Abstract

Direct microscopic visualization is the most specific method for detecting intestinal parasites and is commonly achieved by stool examination or mucosal biopsy. However, postfixation, the intestinal biopsy fragment is often curled, and the entire surface of the biopsied mucosa is seldom viewed microscopically. Tissue processing further distorts morphology of the organisms and causes diagnostic difficulties. Examining multiple sections for parasite detection is time-consuming and often requires aid of special stains and/or immunohistochemistry.
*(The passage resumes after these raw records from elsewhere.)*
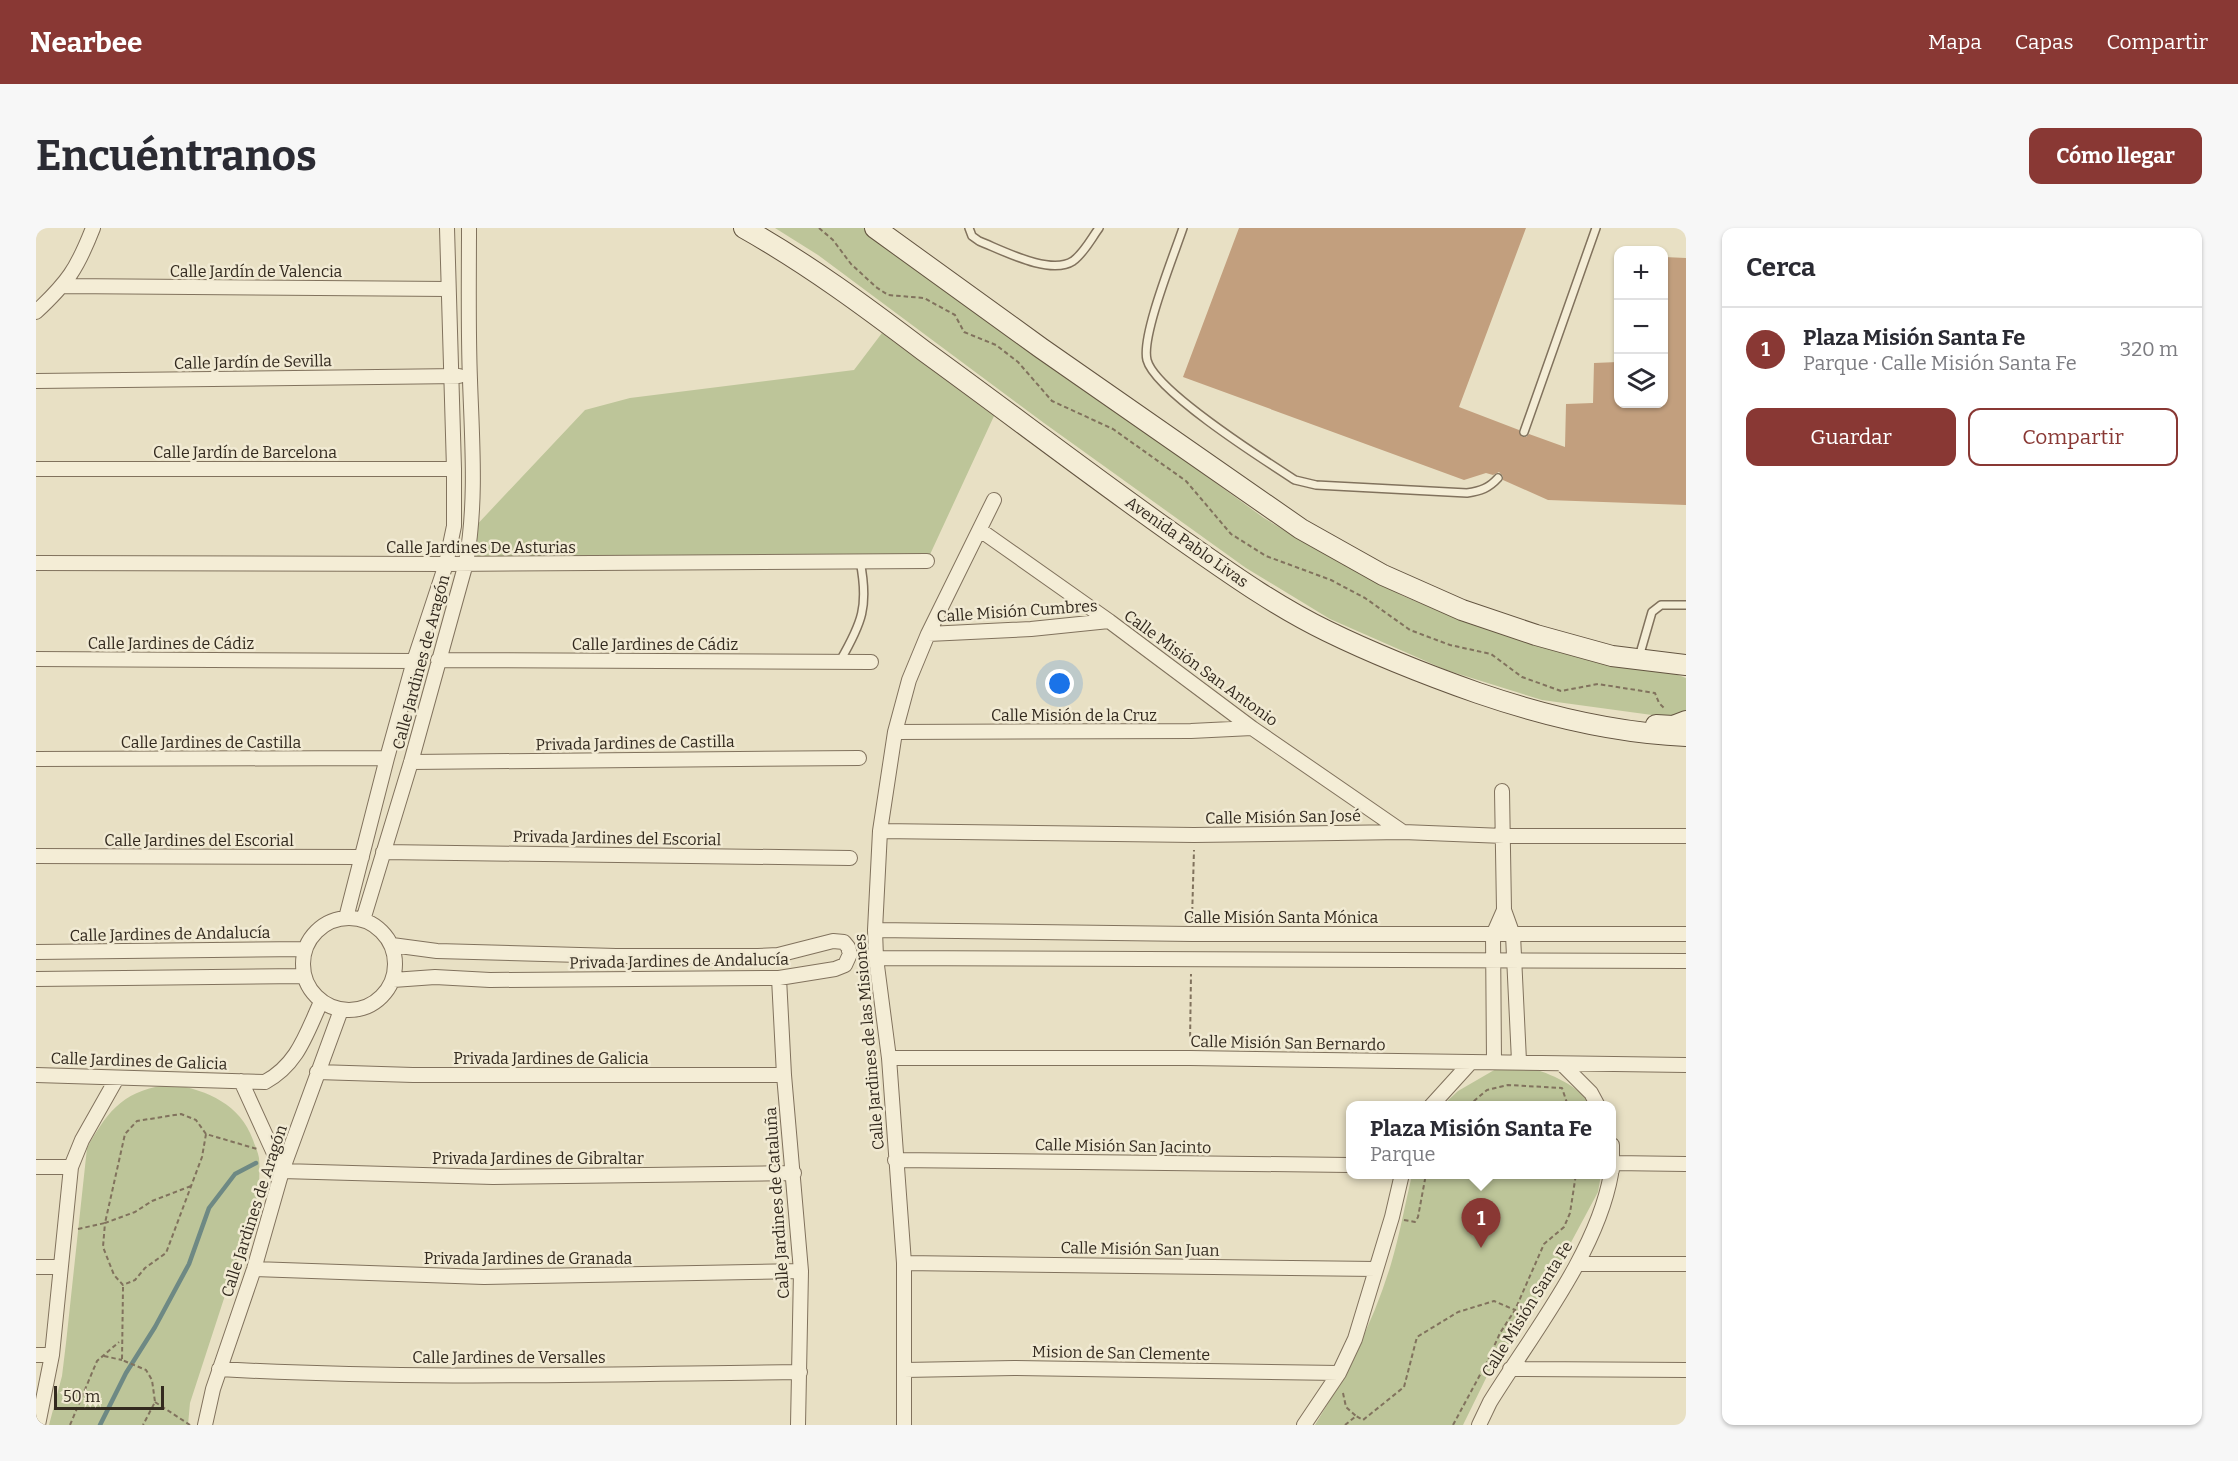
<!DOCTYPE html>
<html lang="es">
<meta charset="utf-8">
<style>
body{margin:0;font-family:Bitter,serif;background:#f7f7f7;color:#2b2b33}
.controls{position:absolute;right:18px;top:18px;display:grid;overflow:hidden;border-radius:12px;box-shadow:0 2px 4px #0004}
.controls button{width:54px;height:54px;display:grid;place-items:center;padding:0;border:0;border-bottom:2px solid #e1e1e2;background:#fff;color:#2b2b33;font:30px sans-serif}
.scale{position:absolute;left:18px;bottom:15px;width:110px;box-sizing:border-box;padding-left:6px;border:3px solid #332a1f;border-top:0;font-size:16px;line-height:21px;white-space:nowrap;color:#332a1f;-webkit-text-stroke:4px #f1ead3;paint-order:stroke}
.you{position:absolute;left:1024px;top:456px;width:21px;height:21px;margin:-15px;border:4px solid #fff;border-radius:50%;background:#1a73e8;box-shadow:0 0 0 9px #1a73e833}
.badge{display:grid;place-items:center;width:39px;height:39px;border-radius:50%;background:#893834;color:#fff;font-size:20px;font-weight:700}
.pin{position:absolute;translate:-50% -50px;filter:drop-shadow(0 2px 3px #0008)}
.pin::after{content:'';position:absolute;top:32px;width:21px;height:18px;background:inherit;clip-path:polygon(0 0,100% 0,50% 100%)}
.popup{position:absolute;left:1310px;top:873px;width:270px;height:78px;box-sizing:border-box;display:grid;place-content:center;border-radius:12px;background:#fff;filter:drop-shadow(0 2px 4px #0005);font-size:20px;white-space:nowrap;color:#7c7c81}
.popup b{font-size:22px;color:#2b2b33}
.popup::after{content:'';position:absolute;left:50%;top:100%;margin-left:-12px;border:12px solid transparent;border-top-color:#fff}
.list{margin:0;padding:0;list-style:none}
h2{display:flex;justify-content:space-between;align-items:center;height:78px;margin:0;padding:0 24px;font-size:26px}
h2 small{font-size:20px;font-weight:400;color:#7c7c81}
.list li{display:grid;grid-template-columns:39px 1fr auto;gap:18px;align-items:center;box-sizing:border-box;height:84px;padding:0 24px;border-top:2px solid #e1e1e2}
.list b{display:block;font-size:22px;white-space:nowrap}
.list p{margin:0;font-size:20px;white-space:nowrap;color:#7c7c81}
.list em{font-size:20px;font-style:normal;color:#7c7c81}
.actions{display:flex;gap:12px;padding:18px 24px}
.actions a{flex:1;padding:14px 0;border:2px solid #893834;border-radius:12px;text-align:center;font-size:21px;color:#893834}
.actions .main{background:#893834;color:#fff}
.icon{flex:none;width:33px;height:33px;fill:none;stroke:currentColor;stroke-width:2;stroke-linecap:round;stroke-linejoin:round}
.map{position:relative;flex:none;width:1650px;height:1197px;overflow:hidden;border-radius:12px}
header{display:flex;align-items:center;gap:36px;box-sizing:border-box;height:84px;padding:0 30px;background:#893834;color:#fff}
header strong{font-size:28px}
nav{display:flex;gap:33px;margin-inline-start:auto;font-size:21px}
.intro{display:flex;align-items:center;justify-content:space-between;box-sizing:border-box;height:144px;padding:0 36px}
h1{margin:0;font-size:42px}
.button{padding:15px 27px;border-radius:12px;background:#893834;color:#fff;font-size:21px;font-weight:700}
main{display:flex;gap:36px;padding:0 36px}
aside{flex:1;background:#fff;border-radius:12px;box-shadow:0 2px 4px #0004}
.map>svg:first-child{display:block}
</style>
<header>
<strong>Nearbee</strong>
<nav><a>Mapa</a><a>Capas</a><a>Compartir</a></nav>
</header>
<div class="intro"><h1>Encuéntranos</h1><a class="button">Cómo llegar</a></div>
<main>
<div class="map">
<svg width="1650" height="1197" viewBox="0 0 1650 1197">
<rect width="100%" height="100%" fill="#e8e0c4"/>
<path fill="#bdc599" d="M739,0H829L1228,290L1274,318L1367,368L1411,386L1544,430L1634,444L1650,450V484L1638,490L1506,472L1410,442L1294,391L1210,340L1008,195L782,27Z
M846,105L958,188L891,333L430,335L435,303L549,182L594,170L818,142Z
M1493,839C1514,846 1543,857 1554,877L1406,878L1422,863L1460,841Z
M137,856C172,863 204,876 217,912C219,918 222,924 223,930C224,941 223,952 223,963L154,1175L152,1197H13L26,1148L30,1115L51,920C74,879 89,862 137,856Z
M1376,947H1565L1562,964L1502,1076L1455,1140L1427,1197H1279C1310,1146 1338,1093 1355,1036C1364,1006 1369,976 1376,947Z"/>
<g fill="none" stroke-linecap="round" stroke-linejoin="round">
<path stroke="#6e8984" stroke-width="4.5" d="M64,1197L90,1145L119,1099L153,1036L173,980L199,946L220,935"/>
</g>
<path fill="#c29f7e" d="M1203,0H1490L1423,179L1483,202L1486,209H1490L1493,206L1529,219L1530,176L1557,175L1558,135L1582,134V176H1628V29L1650,30V277L1512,272L1467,252V248L1463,244L1457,247L1450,245L1428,252L1147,149Z"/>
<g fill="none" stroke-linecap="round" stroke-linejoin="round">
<g stroke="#81725d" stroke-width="10">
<path id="service" d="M933,0L936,8L943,13C966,22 1014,48 1037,33C1048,25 1055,11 1063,0
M1147,0C1138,27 1105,108 1111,132C1119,163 1228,232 1259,252L1280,257L1431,265C1445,263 1453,260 1462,250
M1488,204L1560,0
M1603,429L1616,384L1625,377H1650
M804,433C826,395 833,378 824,333"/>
</g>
<g stroke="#81725d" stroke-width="16">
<path id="minor" d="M27,58L412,61
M0,84C32,54 41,41 57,0
M0,153L423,148
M0,241H418
M944,302L1073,393L1216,500L1367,604
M0,335L410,336L891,333
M892,406L995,401L1073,393
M0,431L378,433
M402,432L835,434
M859,504L1155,503L1216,500
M0,531L351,530
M375,534L823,530
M1466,563L1468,682L1477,707L1483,833
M844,603L1158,607L1367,604L1468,608H1650
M347,624L814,630
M0,628L326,629
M267 736a46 46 0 1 1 92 0a46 46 0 1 1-92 0Z
M310,690L351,530L378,433L410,336L418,298V241L411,0
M327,692L375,534L430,335C441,274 436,213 434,152C432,101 433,50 433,0
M839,702L1156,706H1650
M356,717L401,723L580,728H722L742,727L797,713L808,714L812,719L814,726L809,737L799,741L743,750L454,752L399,749L357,752
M0,724L269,721
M840,730L1650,733
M743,750L748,847L765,1043L762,1197
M0,751L268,748
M853,830H1154L1650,837
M1458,833L1457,707L1468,682
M1527,837L1555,865L1562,878
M281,844L377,847H748
M0,847L229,854C262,836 270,806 285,774
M205,853L246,943L457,949L758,945
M1395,878L1435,834
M1576,917V942
M859,932L1314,937
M1577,935L1650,936
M0,939H35
M868,1035L1340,1041
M1541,1036H1650
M0,1039H24
M218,1041L448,1049L765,1043
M0,1127H16
M183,1141C376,1152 570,1146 764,1144
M1474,1141L1650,1142
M868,1142L978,1140L1303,1145
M2,1197L16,1127L35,939L46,912L81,850
M169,1197L177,1161L218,1041L246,943L305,782
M868,1197V1035L853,830L840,730L839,702L844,603L859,504L873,452L892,406L958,272
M1268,1197L1303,1145L1319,1111L1356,989L1366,946
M1443,1197L1454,1174C1496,1106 1561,1025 1575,946"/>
</g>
<g stroke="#635440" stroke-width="22">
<path id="secondary" d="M708,0C772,36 830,79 888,123C972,184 1054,247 1139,307C1188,341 1237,377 1291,403C1340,427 1391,447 1442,465C1509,488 1580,505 1650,508
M839,0L1005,120L1265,301L1347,347L1426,382L1500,407L1576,428L1650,437
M1620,497L1637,498L1650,493"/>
</g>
<path stroke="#81725d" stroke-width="2" stroke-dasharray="4.5 3" stroke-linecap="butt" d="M783,0L797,12L815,36L840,59L852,67L888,70L919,87L928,104L960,117L982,134L1016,173L1077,201L1150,253L1195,306L1230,328L1295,352L1329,370L1374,402L1414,417L1455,426L1486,449L1525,463L1562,456L1619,465L1623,475L1628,480
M1156,691L1158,622
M1154,816L1155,746
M1432,878L1451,862L1472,857L1526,860L1532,878
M155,958L116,973L99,984L69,995L67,1019L78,1047L87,1057L99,1052L109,1040L130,1025L166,929L170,906
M1368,992L1379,994L1382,989L1390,946
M42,1001L69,995L89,906L101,893L145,886L160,892L170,906L221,921
M87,1059L86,1132L110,1142L116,1152L119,1174L107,1197
M68,1128L86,1132
M1307,1165L1310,1179L1320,1188
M119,1174L154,1197
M34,1197L61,1133L83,1114
M1309,1197L1320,1188L1327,1192L1368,1159L1381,1109L1422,1084L1458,1073L1479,1082L1483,1089L1489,1095
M1417,1197L1452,1132L1464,1105L1479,1082L1508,1016L1528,999L1534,985L1540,946"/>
<use href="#service" stroke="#f4edd6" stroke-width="7"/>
<use href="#minor" stroke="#f4edd6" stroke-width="14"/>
<use href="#secondary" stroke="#f4edd6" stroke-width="20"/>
</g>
<g text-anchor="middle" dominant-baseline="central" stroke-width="5" stroke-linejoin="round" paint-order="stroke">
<g font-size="16" fill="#332a1f" stroke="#f1ead3">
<text x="220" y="43">Calle Jardín de Valencia</text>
<text transform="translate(217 134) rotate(-1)">Calle Jardín de Sevilla</text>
<text x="209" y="224">Calle Jardín de Barcelona</text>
<text transform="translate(1151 314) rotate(35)">Avenida Pablo Livas</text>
<text x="445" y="319">Calle Jardines De Asturias</text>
<text transform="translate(981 383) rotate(-4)">Calle Misión Cumbres</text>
<text x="135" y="415">Calle Jardines de Cádiz</text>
<text x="619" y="416">Calle Jardines de Cádiz</text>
<text transform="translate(385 434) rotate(-75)">Calle Jardines de Aragón</text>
<text transform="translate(1165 440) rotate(36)">Calle Misión San Antonio</text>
<text x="1038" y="487">Calle Misión de la Cruz</text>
<text x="175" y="514">Calle Jardines de Castilla</text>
<text transform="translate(599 515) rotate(-1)">Privada Jardines de Castilla</text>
<text transform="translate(1247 589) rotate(-1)">Calle Misión San José</text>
<text transform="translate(581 610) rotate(1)">Privada Jardines del Escorial</text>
<text x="163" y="612">Calle Jardines del Escorial</text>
<text x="1245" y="689">Calle Misión Santa Mónica</text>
<text transform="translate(134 706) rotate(-1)">Calle Jardines de Andalucía</text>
<text transform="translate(643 733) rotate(-1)">Privada Jardines de Andalucía</text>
<text transform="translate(833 814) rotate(-95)">Calle Jardines de las Misiones</text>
<text transform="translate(1252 815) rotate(1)">Calle Misión San Bernardo</text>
<text x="515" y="830">Privada Jardines de Galicia</text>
<text transform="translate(103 833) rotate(2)">Calle Jardines de Galicia</text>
<text transform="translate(1087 918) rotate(1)">Calle Misión San Jacinto</text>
<text x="502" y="930">Privada Jardines de Gibraltar</text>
<text transform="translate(741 975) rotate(-94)">Calle Jardines de Cataluña</text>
<text transform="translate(218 983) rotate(-72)">Calle Jardines de Aragón</text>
<text transform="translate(1104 1021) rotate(1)">Calle Misión San Juan</text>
<text x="492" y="1030">Privada Jardines de Granada</text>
<text transform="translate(1491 1081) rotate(-58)">Calle Misión Santa Fe</text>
<text transform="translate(1085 1125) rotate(1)">Mision de San Clemente</text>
<text x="473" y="1129">Calle Jardines de Versalles</text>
</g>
</g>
</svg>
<div class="controls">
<button>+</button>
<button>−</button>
<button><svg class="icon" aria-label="layers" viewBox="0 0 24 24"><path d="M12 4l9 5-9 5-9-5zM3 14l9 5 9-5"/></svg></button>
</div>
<div class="scale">50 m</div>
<div class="you"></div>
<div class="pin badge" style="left:1445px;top:1020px">1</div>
<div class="popup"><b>Plaza Misión Santa Fe</b>Parque</div>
</div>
<aside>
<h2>Cerca<small></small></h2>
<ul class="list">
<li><span class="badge">1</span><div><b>Plaza Misión Santa Fe</b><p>Parque · Calle Misión Santa Fe</p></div><em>320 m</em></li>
</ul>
<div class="actions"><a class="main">Guardar</a><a>Compartir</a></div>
</aside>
</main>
To overcome these disadvantages, we hypothesized that the fixative in which biopsies are transferred may provide a valid representation of the biopsied mucosal surface and therefore aid in the identification of mucosal surface parasites. Formalin in which biopsies were transferred was retained, stored at 4°C and processed with a cytocentrifuge. Totally, 120 consequent duodenal biopsy fixatives were processed in this way and the cytocentrifuged smears visualized after May-Grunwald-Giemsa staining. Findings of these smears were correlated with their corresponding formalin fixed paraffin embedded tissue sections. Cytocentrifuged formalin preparations were found to be representative of the mucosal surface contents. Giardia trophozoites were visualized in 10/120 preparations with distinct morphological characteristics which were seldom appreciable in tissue sections, eliminating the need for special stains. Furthermore, two of the corresponding histology sections did not demonstrate the parasites despite step sections, while in one case few parasites could be identified in the step sections. Cytocentrifuged fixative preparation is a simple and cost-effective technique which can be routinely employed for intestinal parasite characterization.